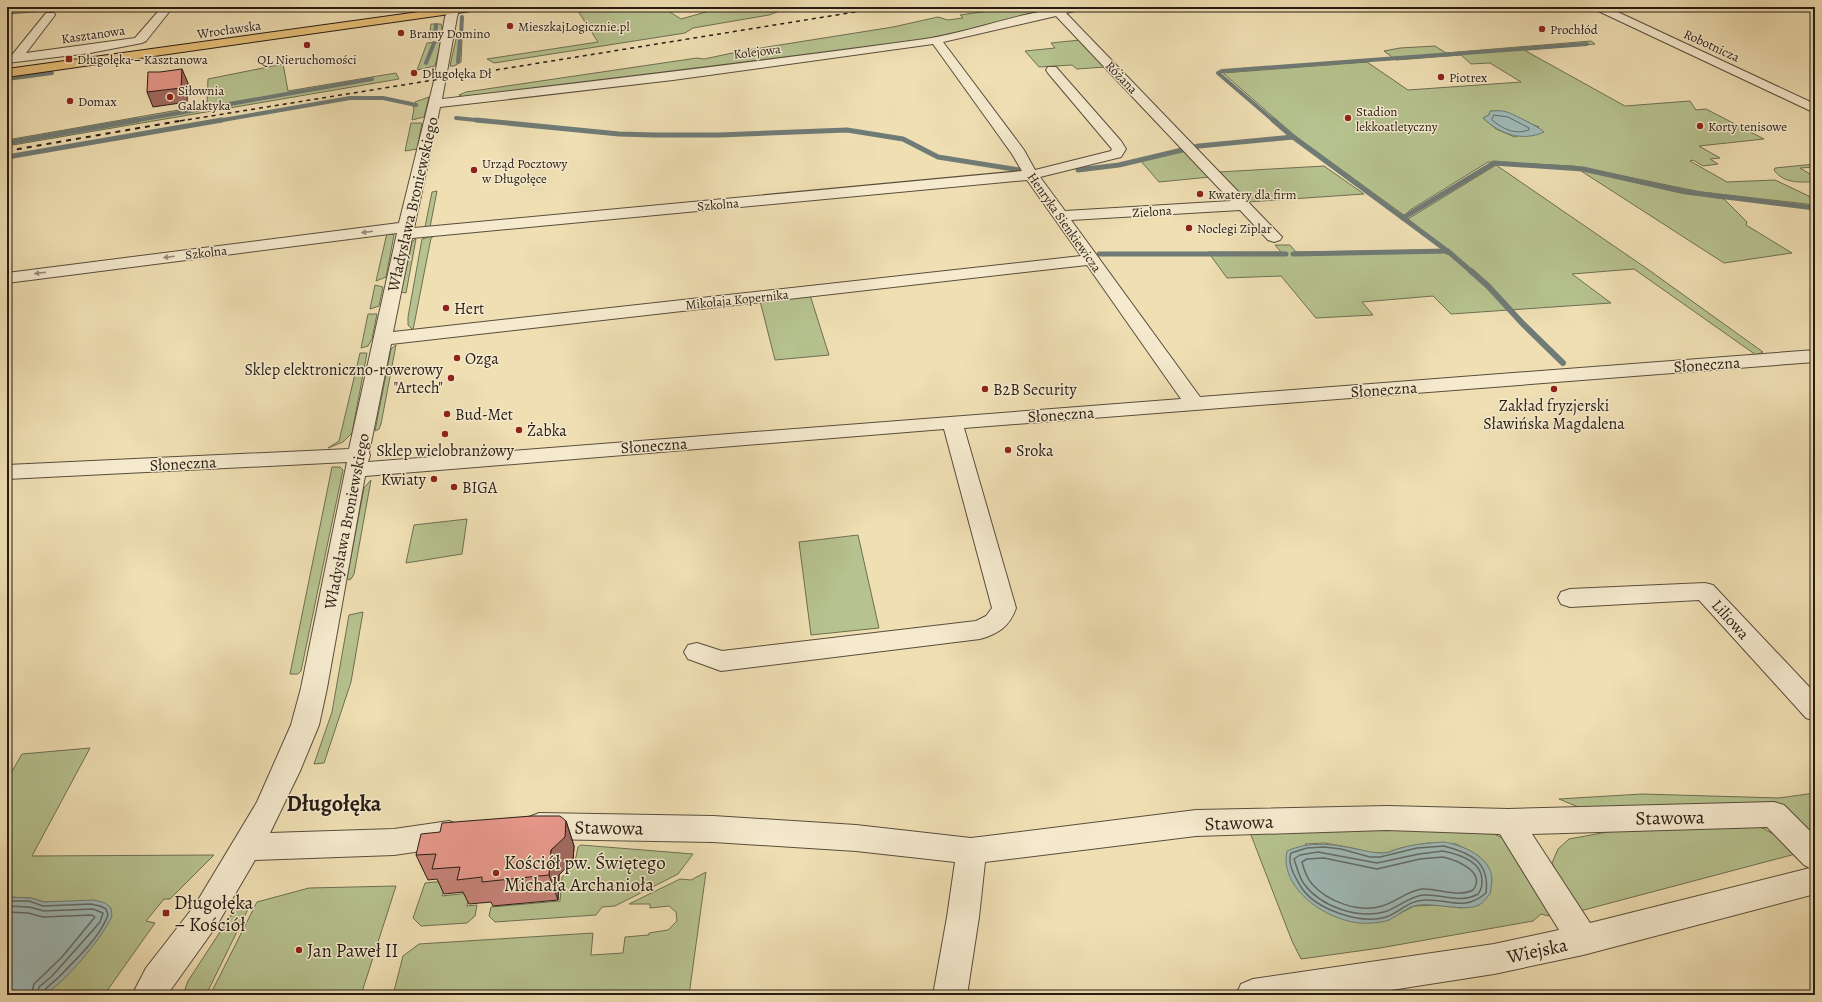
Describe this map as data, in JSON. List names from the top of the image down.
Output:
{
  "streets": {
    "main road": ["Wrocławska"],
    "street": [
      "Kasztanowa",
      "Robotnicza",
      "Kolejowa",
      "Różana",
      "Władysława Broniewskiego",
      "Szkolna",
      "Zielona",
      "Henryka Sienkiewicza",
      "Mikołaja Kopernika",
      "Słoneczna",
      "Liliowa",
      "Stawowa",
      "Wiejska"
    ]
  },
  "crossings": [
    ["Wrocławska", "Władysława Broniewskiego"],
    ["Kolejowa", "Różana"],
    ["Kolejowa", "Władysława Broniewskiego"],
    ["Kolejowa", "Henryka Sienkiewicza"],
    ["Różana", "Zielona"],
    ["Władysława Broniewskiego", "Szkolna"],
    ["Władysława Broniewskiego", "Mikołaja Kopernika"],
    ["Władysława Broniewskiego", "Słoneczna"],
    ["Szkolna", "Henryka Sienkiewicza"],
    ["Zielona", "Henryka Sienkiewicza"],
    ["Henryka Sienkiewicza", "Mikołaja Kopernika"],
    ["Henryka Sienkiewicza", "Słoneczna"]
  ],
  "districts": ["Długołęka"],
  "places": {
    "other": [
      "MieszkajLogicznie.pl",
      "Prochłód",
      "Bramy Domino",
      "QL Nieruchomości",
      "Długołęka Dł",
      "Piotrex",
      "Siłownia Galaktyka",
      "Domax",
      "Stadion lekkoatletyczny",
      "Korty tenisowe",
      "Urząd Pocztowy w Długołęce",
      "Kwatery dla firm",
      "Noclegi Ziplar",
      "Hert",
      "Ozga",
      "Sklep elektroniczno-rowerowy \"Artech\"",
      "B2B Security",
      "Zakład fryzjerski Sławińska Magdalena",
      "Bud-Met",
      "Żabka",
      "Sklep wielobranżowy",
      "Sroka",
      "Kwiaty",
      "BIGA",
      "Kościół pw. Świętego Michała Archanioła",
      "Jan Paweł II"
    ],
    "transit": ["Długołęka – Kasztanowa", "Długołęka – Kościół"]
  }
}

* * *

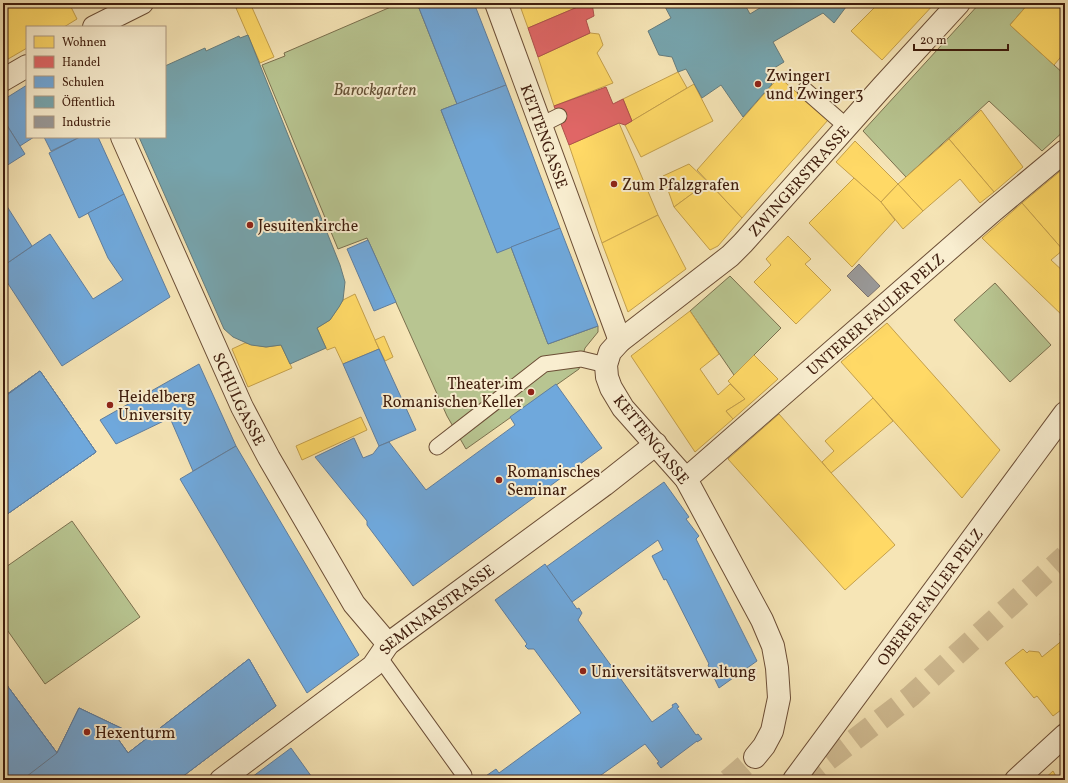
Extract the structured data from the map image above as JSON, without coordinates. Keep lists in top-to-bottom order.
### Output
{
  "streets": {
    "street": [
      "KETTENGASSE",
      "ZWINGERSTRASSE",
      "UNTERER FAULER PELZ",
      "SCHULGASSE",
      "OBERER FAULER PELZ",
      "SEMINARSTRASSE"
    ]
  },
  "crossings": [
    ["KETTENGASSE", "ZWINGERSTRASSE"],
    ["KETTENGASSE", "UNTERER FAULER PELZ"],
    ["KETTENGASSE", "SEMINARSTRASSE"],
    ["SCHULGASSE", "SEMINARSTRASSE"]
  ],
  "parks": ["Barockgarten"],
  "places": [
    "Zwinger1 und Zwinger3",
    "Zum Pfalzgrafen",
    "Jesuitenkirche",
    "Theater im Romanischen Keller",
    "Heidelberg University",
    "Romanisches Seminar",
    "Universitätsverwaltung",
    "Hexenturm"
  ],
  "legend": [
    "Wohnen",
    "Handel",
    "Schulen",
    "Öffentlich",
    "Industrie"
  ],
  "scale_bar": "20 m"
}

* * *

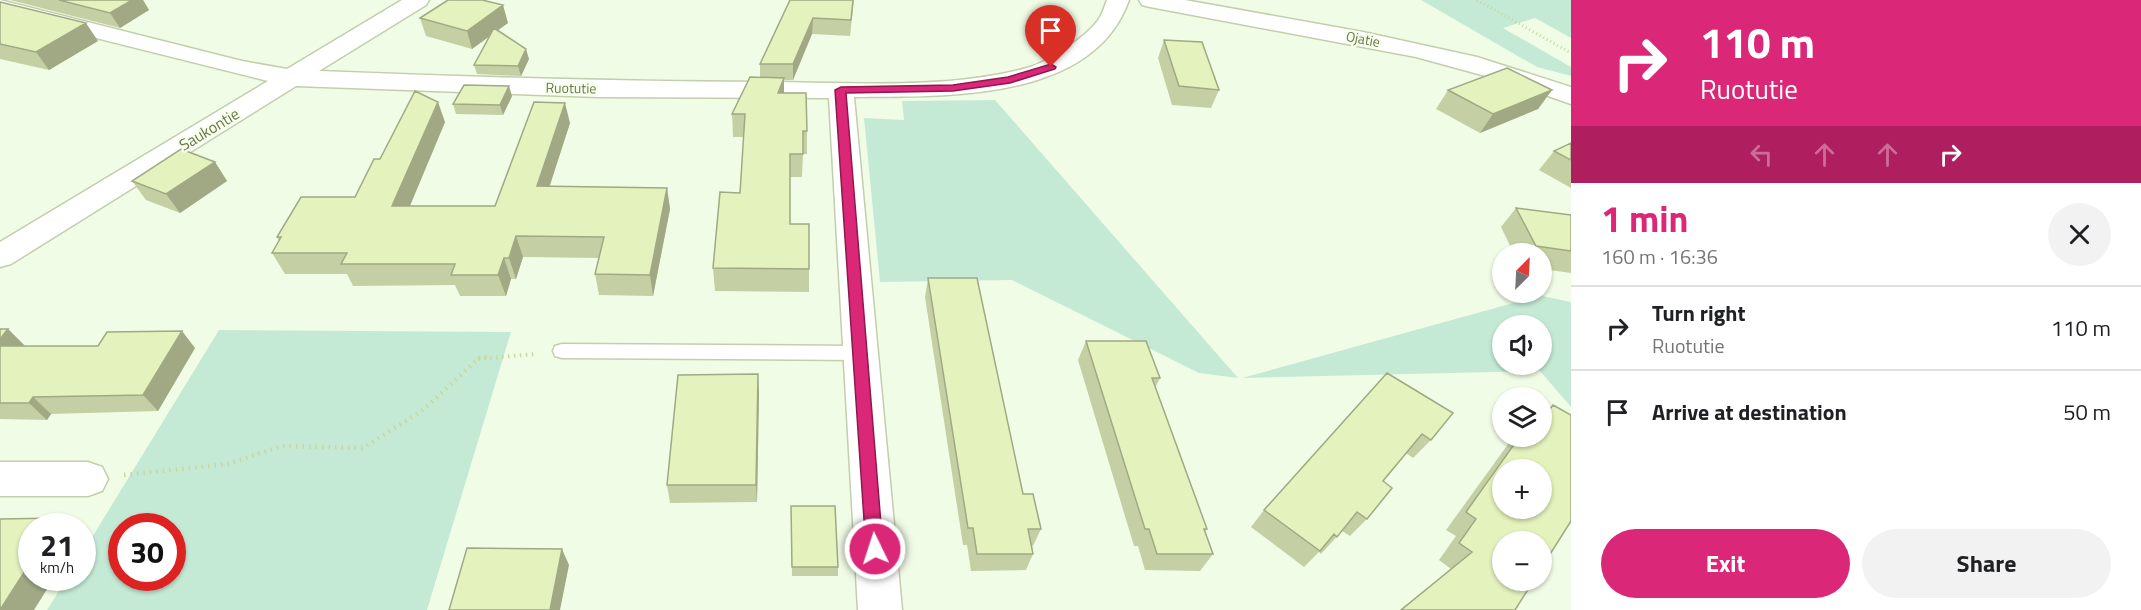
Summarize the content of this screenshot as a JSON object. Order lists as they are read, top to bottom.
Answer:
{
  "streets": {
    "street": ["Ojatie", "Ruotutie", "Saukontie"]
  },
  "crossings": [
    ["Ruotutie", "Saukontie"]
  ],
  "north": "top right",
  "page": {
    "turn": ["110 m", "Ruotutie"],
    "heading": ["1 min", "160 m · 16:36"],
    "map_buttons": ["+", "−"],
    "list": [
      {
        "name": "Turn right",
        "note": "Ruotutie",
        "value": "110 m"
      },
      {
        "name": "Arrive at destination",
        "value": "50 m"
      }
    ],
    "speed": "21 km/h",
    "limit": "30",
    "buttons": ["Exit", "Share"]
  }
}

## Task statement
Every line above that includes the word "lists" should be listed.

## Answer to this exercise
Extract the structured data from the map image above as JSON, without coordinates. Keep lists in top-to-bottom order.
Summarize the content of this screenshot as a JSON object. Order lists as they are read, top to bottom.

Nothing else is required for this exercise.